**WHAT YOU SHOULD DO**
Output consists of the line that contains "de Can Pahissa</span>" plus every later line of the material below, each one duplicated exactly.
··· DATASET EXCERPTS
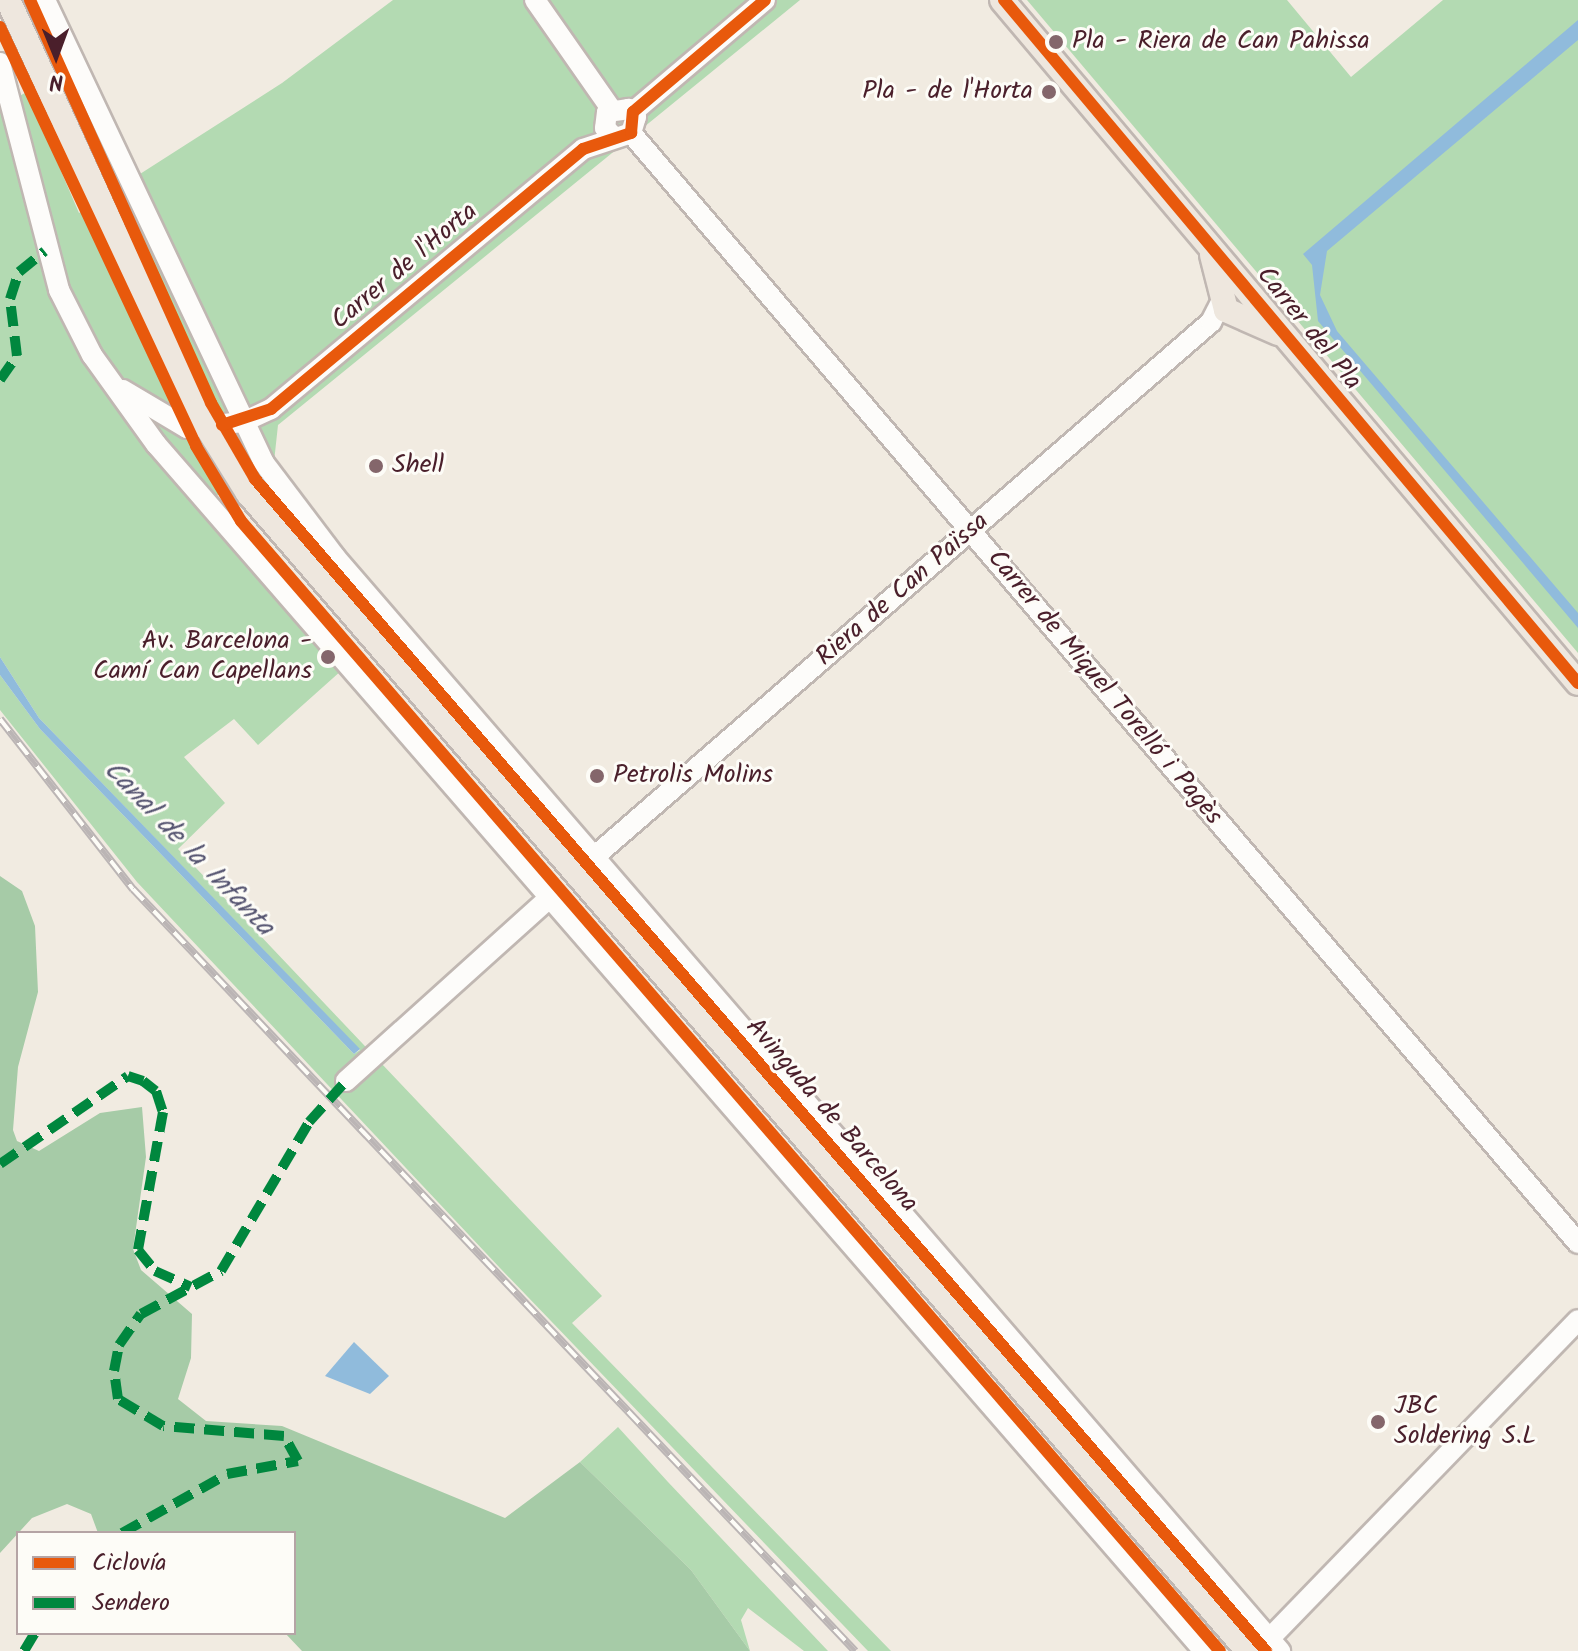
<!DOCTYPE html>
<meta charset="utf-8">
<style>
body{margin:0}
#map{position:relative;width:1578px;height:1651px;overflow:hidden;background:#f1ebe1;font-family:Kalam,sans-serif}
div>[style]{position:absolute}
.green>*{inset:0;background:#b3dab2}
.forest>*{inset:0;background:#a6cba7}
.water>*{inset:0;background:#90bbdc}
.roads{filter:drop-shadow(2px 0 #c0b7b2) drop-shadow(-2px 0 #c0b7b2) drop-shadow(0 2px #c0b7b2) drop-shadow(0 -2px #c0b7b2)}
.minor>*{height:20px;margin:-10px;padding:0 10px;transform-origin:10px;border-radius:10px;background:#fdfcfa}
.major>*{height:24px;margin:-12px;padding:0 12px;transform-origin:12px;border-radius:12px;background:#eee7de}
.rail>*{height:8px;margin-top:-4px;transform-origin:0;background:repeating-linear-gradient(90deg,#fdfcf7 0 15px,#bbb5b5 0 30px);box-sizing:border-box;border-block:2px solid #bbb5b5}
.quiet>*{height:10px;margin-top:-5px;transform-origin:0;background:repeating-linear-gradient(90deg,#00873e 0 20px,transparent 0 30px)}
.cycleway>*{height:12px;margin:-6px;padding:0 6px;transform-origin:6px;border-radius:6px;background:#e8590c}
.dots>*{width:22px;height:22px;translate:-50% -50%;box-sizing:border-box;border:4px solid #fdfcf7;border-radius:50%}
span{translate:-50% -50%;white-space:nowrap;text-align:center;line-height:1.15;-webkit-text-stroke:6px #fdfcf7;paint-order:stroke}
.poi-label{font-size:26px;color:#4a1f2b}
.left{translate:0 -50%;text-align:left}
.right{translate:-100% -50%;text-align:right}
.street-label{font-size:26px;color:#4a1f2b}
.water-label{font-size:28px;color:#565571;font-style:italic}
.legend{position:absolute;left:16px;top:1531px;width:280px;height:104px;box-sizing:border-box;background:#fdfcf7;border:2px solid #b5a4a5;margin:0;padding:10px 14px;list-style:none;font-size:24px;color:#4a1f2b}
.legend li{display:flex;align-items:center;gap:16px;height:40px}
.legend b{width:40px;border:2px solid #b5a4a5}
.north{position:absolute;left:16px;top:16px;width:80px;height:80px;-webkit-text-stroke:6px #fdfcf7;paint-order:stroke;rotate:179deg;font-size:22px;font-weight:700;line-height:32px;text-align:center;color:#4a1f2b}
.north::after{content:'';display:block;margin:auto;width:28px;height:36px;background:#4a1f2b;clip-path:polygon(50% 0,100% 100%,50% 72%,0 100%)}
</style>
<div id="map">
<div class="green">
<div style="clip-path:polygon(393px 0,800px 0,278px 425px,274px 462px,197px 507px,342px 670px,258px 745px,234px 719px,184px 757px,225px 803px,178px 849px,602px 1296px,572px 1323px,891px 1651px,868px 1651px,500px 1268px,137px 882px,0 710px,0 675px,40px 729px,354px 1054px,360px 1050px,39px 718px,0 657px,0 106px,27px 92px,79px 213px,282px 83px)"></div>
<div style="clip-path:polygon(1027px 0,1287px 0,1351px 77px,1443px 0,1578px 0,1578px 653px)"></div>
<div style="clip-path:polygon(618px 1427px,668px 1482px,828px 1651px,804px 1651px,748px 1608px,741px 1620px,750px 1651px,691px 1570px,580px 1462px)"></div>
</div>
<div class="forest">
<div style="clip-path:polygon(0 876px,22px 891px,35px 926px,38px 992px,18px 1067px,13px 1130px,17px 1141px,39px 1151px,100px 1113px,142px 1107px,146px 1157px,133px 1249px,141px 1270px,192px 1314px,191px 1358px,178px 1399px,206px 1421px,282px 1426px,505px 1518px,580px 1462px,691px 1570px,750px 1651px,302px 1651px,285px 1633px,294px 1633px,294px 1533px,98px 1533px,91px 1514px,67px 1504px,32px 1518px,0 1553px)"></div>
</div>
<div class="water">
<div style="clip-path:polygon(1578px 20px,1578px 40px,1327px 251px,1320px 295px,1337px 331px,1578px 613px,1578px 628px,1318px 321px,1312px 265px,1303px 254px)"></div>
<div style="clip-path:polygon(0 657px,39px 718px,360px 1049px,354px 1054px,40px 729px,0 675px)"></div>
<div style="clip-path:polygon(354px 1342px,389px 1376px,370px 1394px,325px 1376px)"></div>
</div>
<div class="roads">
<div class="minor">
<div style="left:45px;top:0;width:512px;rotate:64.69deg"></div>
<div style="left:264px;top:463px;width:118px;rotate:52.9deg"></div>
<div style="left:335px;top:557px;width:1446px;rotate:49.18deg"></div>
<div style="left:535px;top:0;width:133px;rotate:55.1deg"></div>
<div style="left:0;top:63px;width:235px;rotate:75.4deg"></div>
<div style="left:59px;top:290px;width:73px;rotate:63.1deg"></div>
<div style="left:92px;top:355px;width:110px;rotate:54.3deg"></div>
<div style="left:156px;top:444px;width:1598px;rotate:49.03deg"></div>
<div style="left:633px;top:112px;width:173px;rotate:-40.3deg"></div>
<div style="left:631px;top:133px;width:1459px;rotate:49.53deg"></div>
<div style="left:123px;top:390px;width:74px;rotate:30.7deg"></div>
<div style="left:187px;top:428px;width:56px;rotate:-6.1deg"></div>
<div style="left:243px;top:422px;width:31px;rotate:-25deg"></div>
<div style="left:271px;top:409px;width:406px;rotate:-39.8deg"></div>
<div style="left:583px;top:149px;width:51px;rotate:-18.4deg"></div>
<div style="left:631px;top:133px;width:17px;rotate:-73deg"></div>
<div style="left:636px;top:117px;width:11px;rotate:-131deg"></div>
<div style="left:629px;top:109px;width:22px;rotate:172deg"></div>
<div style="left:607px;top:112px;width:16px;rotate:97deg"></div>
<div style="left:605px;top:128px;width:11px;rotate:45deg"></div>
<div style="left:594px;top:857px;width:817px;rotate:-40.93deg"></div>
<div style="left:1211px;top:322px;width:27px;rotate:-63deg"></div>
<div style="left:346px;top:1081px;width:275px;rotate:-42deg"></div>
<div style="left:1258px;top:1642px;width:11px;rotate:-15deg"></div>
<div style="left:1269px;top:1639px;width:444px;rotate:-45.9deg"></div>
</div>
<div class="major">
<div style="left:8px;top:0;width:452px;rotate:65.3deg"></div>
<div style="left:197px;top:411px;width:97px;rotate:58.1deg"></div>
<div style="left:248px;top:493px;width:1530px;rotate:49.19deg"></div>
<div style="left:1002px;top:0;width:893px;rotate:49.86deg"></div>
<div style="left:1212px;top:255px;width:57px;rotate:75.7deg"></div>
<div style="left:1226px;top:310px;width:57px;rotate:23.9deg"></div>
</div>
</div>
<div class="rail">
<div style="left:0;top:719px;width:216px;rotate:52deg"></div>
<div style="left:133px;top:889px;width:1050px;rotate:46.54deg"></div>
</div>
<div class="quiet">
<div style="left:0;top:380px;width:29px;rotate:-55deg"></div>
<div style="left:17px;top:356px;width:57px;rotate:-97deg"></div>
<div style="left:10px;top:299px;width:28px;rotate:-72deg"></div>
<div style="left:19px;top:272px;width:33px;rotate:-39deg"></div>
<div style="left:0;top:1164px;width:155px;rotate:-34.5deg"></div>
<div style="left:128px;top:1076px;width:16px;rotate:18deg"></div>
<div style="left:143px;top:1081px;width:16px;rotate:38deg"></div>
<div style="left:156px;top:1091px;width:22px;rotate:72deg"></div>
<div style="left:163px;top:1112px;width:140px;rotate:100.3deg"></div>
<div style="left:138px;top:1250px;width:27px;rotate:51deg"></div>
<div style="left:155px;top:1271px;width:39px;rotate:24deg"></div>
<div style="left:122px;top:1533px;width:120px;rotate:-29.3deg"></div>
<div style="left:227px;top:1474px;width:72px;rotate:-10.4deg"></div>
<div style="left:298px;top:1461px;width:29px;rotate:-119deg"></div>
<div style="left:284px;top:1436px;width:121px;rotate:-175.3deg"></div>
<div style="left:163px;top:1426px;width:52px;rotate:-149deg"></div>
<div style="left:118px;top:1399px;width:28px;rotate:-98deg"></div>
<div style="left:114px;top:1371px;width:26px;rotate:-79deg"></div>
<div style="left:119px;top:1345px;width:38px;rotate:-55deg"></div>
<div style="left:141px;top:1314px;width:91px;rotate:-28.3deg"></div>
<div style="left:221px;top:1271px;width:173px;rotate:-59.4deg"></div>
<div style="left:309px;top:1122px;width:55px;rotate:-47.9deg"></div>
<div style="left:24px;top:1651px;width:21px;rotate:-59deg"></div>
</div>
<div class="cycleway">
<div style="left:30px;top:0;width:442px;rotate:65.8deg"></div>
<div style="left:211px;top:403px;width:88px;rotate:59.9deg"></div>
<div style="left:255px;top:479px;width:1548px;rotate:49.22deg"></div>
<div style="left:1004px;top:0;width:892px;rotate:49.96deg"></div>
<div style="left:0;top:27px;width:463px;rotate:64.9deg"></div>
<div style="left:196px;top:446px;width:87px;rotate:59deg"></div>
<div style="left:241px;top:521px;width:1495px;rotate:49.1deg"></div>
<div style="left:222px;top:425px;width:52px;rotate:-18.1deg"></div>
<div style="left:271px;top:409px;width:406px;rotate:-39.8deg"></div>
<div style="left:583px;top:149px;width:51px;rotate:-18.4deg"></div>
<div style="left:631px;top:133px;width:21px;rotate:-85deg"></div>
<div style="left:633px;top:112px;width:173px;rotate:-40.3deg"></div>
</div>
<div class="dots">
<div style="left:1056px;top:42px;background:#84666b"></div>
<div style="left:1049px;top:92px;background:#84666b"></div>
<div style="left:376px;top:466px;background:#84666b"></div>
<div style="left:328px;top:657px;background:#84666b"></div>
<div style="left:597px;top:776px;background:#84666b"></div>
<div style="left:1378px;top:1422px;background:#84666b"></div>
</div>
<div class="poi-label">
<span class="left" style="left:1072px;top:42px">Pla - Riera de Can Pahissa</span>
<span class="right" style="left:1033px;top:92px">Pla - de l'Horta</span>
<span class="left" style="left:392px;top:466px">Shell</span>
<span class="right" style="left:312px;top:657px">Av. Barcelona -<br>Camí Can Capellans</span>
<span class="left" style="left:613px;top:776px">Petrolis Molins</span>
<span class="left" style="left:1394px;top:1422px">JBC<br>Soldering S.L</span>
</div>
<div class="street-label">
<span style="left:405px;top:267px;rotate:-40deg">Carrer de l'Horta</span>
<span style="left:1308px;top:329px;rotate:51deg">Carrer del Pla</span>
<span style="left:903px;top:590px;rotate:-41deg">Riera de Can Païssa</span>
<span style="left:1104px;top:688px;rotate:50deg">Carrer de Miquel Torelló i Pagès</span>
<span style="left:831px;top:1116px;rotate:49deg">Avinguda de Barcelona</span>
</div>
<div class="water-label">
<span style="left:188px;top:849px;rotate:46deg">Canal de la Infanta</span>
</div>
<ul class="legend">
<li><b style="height:10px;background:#e8590c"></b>Ciclovía</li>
<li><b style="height:10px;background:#00873e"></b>Sendero</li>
</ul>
<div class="north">N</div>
</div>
······
**COMPLETED EXERCISE**
<span class="left" style="left:1072px;top:42px">Pla - Riera de Can Pahissa</span>
<span class="right" style="left:1033px;top:92px">Pla - de l'Horta</span>
<span class="left" style="left:392px;top:466px">Shell</span>
<span class="right" style="left:312px;top:657px">Av. Barcelona -<br>Camí Can Capellans</span>
<span class="left" style="left:613px;top:776px">Petrolis Molins</span>
<span class="left" style="left:1394px;top:1422px">JBC<br>Soldering S.L</span>
</div>
<div class="street-label">
<span style="left:405px;top:267px;rotate:-40deg">Carrer de l'Horta</span>
<span style="left:1308px;top:329px;rotate:51deg">Carrer del Pla</span>
<span style="left:903px;top:590px;rotate:-41deg">Riera de Can Païssa</span>
<span style="left:1104px;top:688px;rotate:50deg">Carrer de Miquel Torelló i Pagès</span>
<span style="left:831px;top:1116px;rotate:49deg">Avinguda de Barcelona</span>
</div>
<div class="water-label">
<span style="left:188px;top:849px;rotate:46deg">Canal de la Infanta</span>
</div>
<ul class="legend">
<li><b style="height:10px;background:#e8590c"></b>Ciclovía</li>
<li><b style="height:10px;background:#00873e"></b>Sendero</li>
</ul>
<div class="north">N</div>
</div>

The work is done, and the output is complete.